How to complete this task - All lines that hold the string "Keep" should be copied. Find them in the listing below.

- - - - -

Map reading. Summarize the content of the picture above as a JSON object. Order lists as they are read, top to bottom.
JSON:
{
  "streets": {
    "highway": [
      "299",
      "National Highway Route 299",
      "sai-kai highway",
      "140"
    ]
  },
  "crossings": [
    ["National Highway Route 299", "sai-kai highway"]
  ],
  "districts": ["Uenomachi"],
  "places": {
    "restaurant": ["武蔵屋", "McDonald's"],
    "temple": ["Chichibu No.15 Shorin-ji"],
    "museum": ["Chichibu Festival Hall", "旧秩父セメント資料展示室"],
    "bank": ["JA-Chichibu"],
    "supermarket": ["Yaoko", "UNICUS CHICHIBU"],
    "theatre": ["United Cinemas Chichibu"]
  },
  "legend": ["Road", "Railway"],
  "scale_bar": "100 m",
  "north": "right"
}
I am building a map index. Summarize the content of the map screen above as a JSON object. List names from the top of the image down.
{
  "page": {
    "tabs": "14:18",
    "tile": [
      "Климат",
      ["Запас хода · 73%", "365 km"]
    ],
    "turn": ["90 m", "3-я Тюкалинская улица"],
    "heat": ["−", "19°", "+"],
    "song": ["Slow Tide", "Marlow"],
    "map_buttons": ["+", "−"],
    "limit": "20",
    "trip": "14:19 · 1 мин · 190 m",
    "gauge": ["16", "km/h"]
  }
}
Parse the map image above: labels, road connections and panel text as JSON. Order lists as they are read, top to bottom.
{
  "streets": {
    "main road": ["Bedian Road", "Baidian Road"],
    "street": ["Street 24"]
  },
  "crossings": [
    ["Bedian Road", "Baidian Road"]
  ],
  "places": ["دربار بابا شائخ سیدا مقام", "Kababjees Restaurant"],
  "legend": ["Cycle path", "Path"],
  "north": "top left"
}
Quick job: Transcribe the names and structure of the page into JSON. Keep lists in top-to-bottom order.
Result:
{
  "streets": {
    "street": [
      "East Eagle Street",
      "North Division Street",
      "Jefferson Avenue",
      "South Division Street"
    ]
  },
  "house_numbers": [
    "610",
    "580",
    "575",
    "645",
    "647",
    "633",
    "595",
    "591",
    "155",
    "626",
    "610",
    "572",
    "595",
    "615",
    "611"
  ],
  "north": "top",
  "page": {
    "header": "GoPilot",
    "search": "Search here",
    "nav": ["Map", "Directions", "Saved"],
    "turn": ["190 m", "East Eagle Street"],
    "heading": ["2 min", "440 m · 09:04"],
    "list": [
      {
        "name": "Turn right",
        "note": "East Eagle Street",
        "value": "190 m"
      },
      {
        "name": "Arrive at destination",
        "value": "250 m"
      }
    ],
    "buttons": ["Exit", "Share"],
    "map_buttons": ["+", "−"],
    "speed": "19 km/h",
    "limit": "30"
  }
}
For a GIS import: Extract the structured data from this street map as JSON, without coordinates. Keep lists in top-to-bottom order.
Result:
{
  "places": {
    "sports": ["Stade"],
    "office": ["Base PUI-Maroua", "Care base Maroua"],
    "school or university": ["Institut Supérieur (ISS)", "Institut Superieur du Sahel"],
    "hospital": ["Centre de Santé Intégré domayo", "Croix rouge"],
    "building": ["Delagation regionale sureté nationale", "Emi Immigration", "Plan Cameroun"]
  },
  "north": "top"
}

- - - - -

Written answer -
Quick job: Transcribe the names and structure of the page into JSON. Keep lists in top-to-bottom order.
For a GIS import: Extract the structured data from this street map as JSON, without coordinates. Keep lists in top-to-bottom order.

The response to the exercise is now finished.